Always focus on the buyer and personalize your touch points. No two clients or businesses are the same, and your interactions with them shouldn’t be the same either. With that said, you don’t have to reinvent the wheel with each interaction. Categorizing your leads to make sure you’re sending the right kind of message to each person is a great way to save time and maintain efficiency. 

Inbound Selling 

When someone reaches out to you via Linkedin you should know exactly what is going to happen next, which means preparing for a variety of scenarios. A potential client reaching out because they are ready to purchase will be very different from a person who is reaching out because they are curious about what you offer and want to learn more. When it comes to dealing with inbound prospects, it’s important that you don’t automatically treat each one like it’s at the same stage of your funnel. If they’re ready to purchase, help them do so as quickly and easily as possible. And if they need more connection and education, be ready to offer that in different forms as well.

Outbound Selling

Reaching out to prospective clients and new connections is a very different beast than communicating with inbound leads. While it’s generally a good idea to at least reply to every message you get on Linkedin, you should pick and choose who you are targeting with cold outreach, and take the time to personalize each message. According to LinkedIn’s Buyer First report, 90% of C-Suite executives don’t respond to impersonal B2B messages. 

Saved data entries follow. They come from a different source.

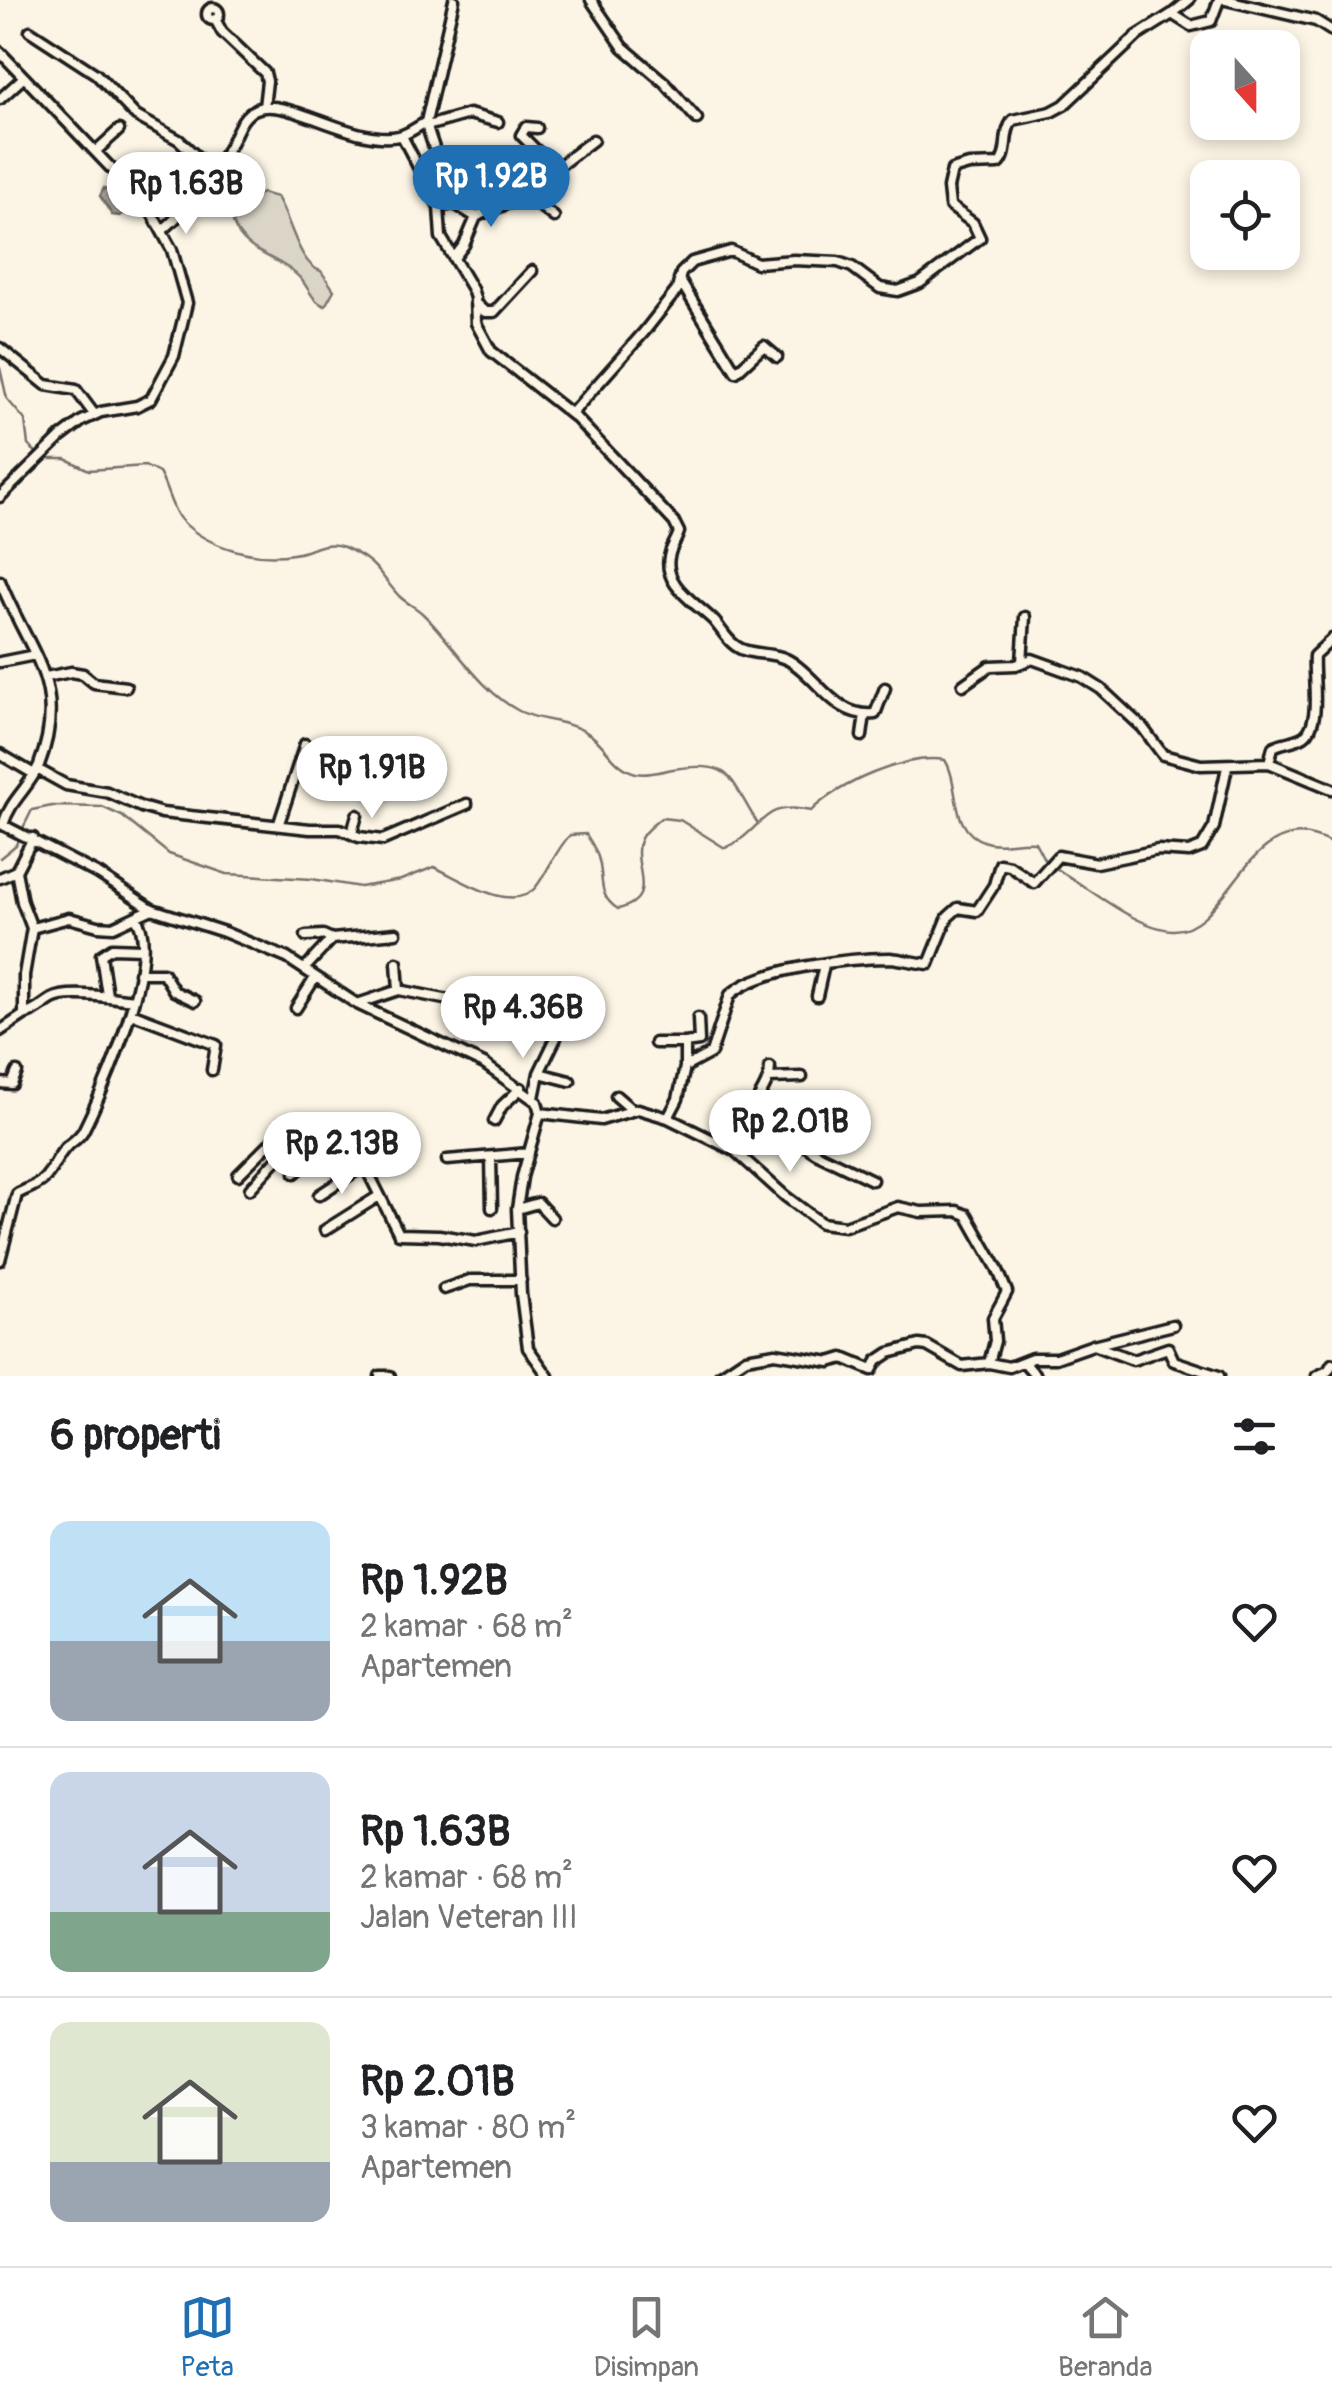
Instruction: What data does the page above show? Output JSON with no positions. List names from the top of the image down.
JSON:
{
  "north": "bottom",
  "page": {
    "price": [
      "Rp 1.92B",
      "Rp 1.63B",
      "Rp 1.91B",
      "Rp 4.36B",
      "Rp 2.01B",
      "Rp 2.13B"
    ],
    "heading": "6 properti",
    "list": [
      {
        "name": "Rp 1.92B",
        "note": "2 kamar · 68 m² · Apartemen"
      },
      {
        "name": "Rp 1.63B",
        "note": "2 kamar · 68 m² · Jalan Veteran III"
      },
      {
        "name": "Rp 2.01B",
        "note": "3 kamar · 80 m² · Apartemen"
      }
    ],
    "tabs": ["Peta", "Disimpan", "Beranda"]
  }
}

 Above is an actual graph from my profile. This traffic is just from organic outreach  Merely by interacting you increase the natural activity around your profile. 

Referral Schemes

Leveraging your existing network for referrals can be a cost efficient way to generate new leads. However, simply asking people in your network to pass along referrals probably won’t be enough. At the very least you need to make sure that it is as easy as possible for people to refer you to others. And if you want to invest even more in this lead generation strategy, you can set up commissions, affiliate sales, or even free bonuses for current customers. 

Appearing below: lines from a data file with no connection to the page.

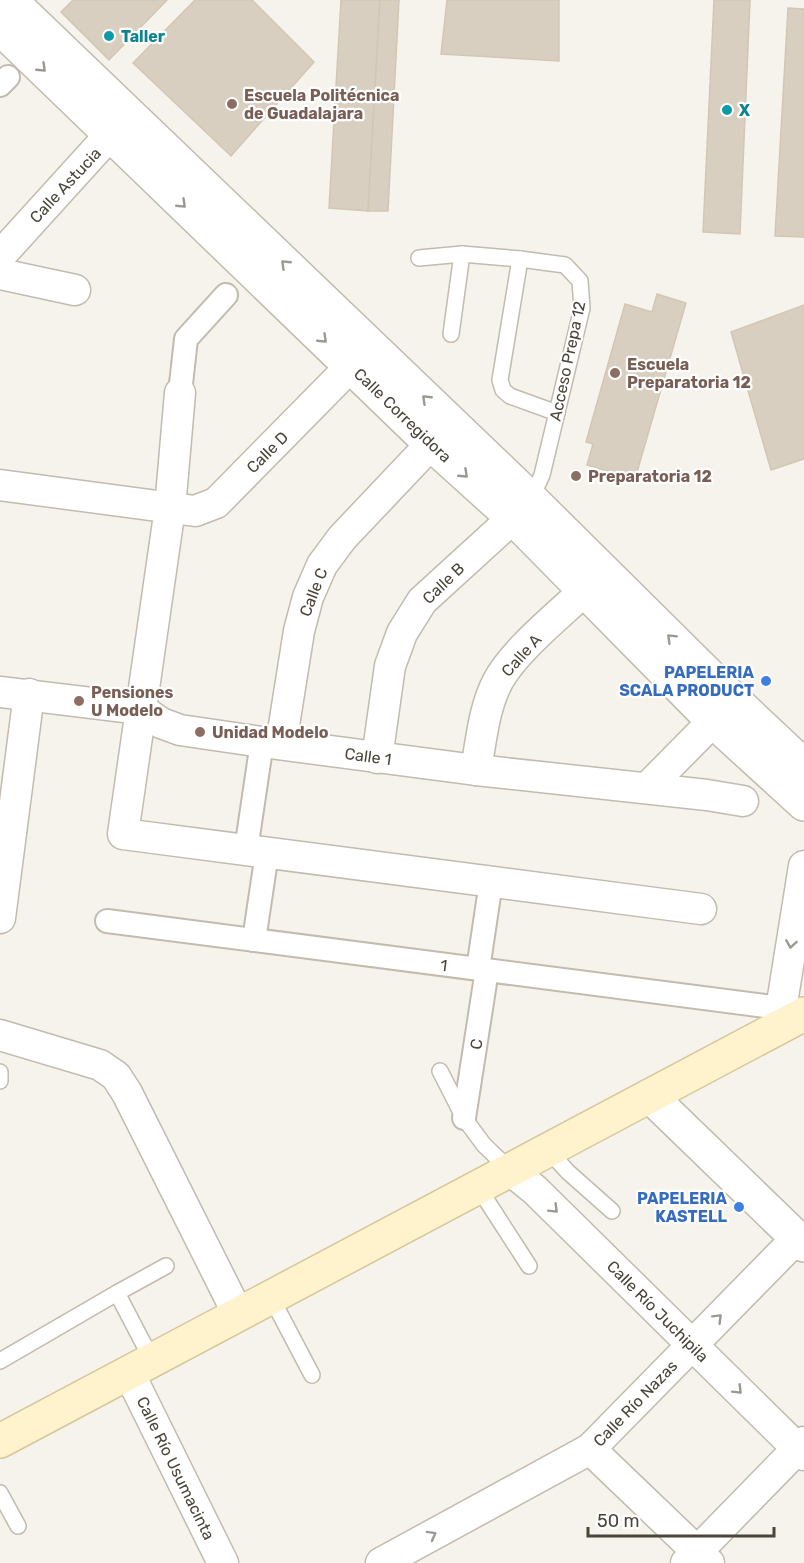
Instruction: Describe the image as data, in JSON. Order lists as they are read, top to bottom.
{
  "streets": {
    "street": [
      "Calle Astucia",
      "Calle Corregidora",
      "Calle D",
      "Calle B",
      "Calle C",
      "Calle A",
      "Calle 1",
      "1",
      "C",
      "Calle Río Juchipila",
      "Calle Río Nazas",
      "Calle Río Usumacinta"
    ],
    "lane": ["Acceso Prepa 12"]
  },
  "crossings": [
    ["Calle Astucia", "Calle Corregidora"],
    ["Acceso Prepa 12", "Calle Corregidora"],
    ["Acceso Prepa 12", "Calle B"],
    ["Calle Corregidora", "Calle D"],
    ["Calle Corregidora", "Calle B"],
    ["Calle Corregidora", "Calle C"],
    ["Calle Corregidora", "Calle A"],
    ["Calle B", "Calle 1"],
    ["Calle C", "Calle 1"],
    ["Calle A", "Calle 1"],
    ["1", "C"],
    ["Calle Río Juchipila", "Calle Río Nazas"]
  ],
  "one_way": ["Calle Río Nazas"],
  "places": [
    "Taller",
    "Escuela Politécnica de Guadalajara",
    "X",
    "Escuela Preparatoria 12",
    "Preparatoria 12",
    "PAPELERIA SCALA PRODUCT",
    "Pensiones U Modelo",
    "Unidad Modelo",
    "PAPELERIA KASTELL"
  ],
  "scale_bar": "50 m"
}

Word of mouth is one of the most persuasive forms of marketing possible, so investing time and effort in developing a cohesive and referral strategy will often yield a great ROI. 

Use a CRM

Building a CRM into your process early is crucial to tracking and analyzing your funnel. If you’re not tracking your conversions then you can’t optimize your funnel, which means you’re leaving money on the table. The CRM software you choose will depend on your individual needs. Systems like Salesforce and Filemaker are extremely robust and customizable, but could be overkill for your specific needs. At GT Culinary we use Pipedrive, which offers all of the features we need. But if you’re looking for a low cost solution, project management tools like, or collaboration services like Airtable might work for you.

Split Test & Optimize 

Once you start getting leads and prospects, it’s time to start split testing.

As a general rule you should focus on split testing one thing at any given time, though you might test multiple variations. Testing multiple changes at once can skew your results and can make it difficult to discern exactly what is responsible for any change in results. 

You can split test different headlines, follow up scripts, emails, and more. But you can also split test the content you are posting on Linkedin. Over time you’ll start to notice patterns.

Maybe posting articles and posing a question gets more responses than posting without it. You might find that your audience reacts more to content with videos and less to content with photos.

Trends and industry stats are a great place to start, but their results may be different than yours, so it’s important that you test ideas and experiment so you can find ways to innovate and improve. 

Personalize Everything

The personal touch is something far too few people spend time and effort on. Personalizing your communication is more important in the virtual world than it is in the real world.

You don’t have tone, body language, or the many other factors that come into play when you get to sit down with someone face to face. That means you need to make a deliberate effort to let them know you are speaking directly TO them and not AT them. 

Personalizing your message can be as simple as referencing something on their website, mentioning a recent social media post, or referencing an article that they recently commented on or interacted with.

Letting them know that you are familiar with their work and that you know what they do goes a long way towards forming a bond early on. 

Obviously remembering personal details about every lead can be really difficult to track and remember, which is where your CRM can be useful again. Include those details in a NOTES section about each lead, so when you refer back to them you know what has been mentioned in the past, allowing you to keep the conversation going like old friends, even if you’ve only connected once or twice a few months ago. 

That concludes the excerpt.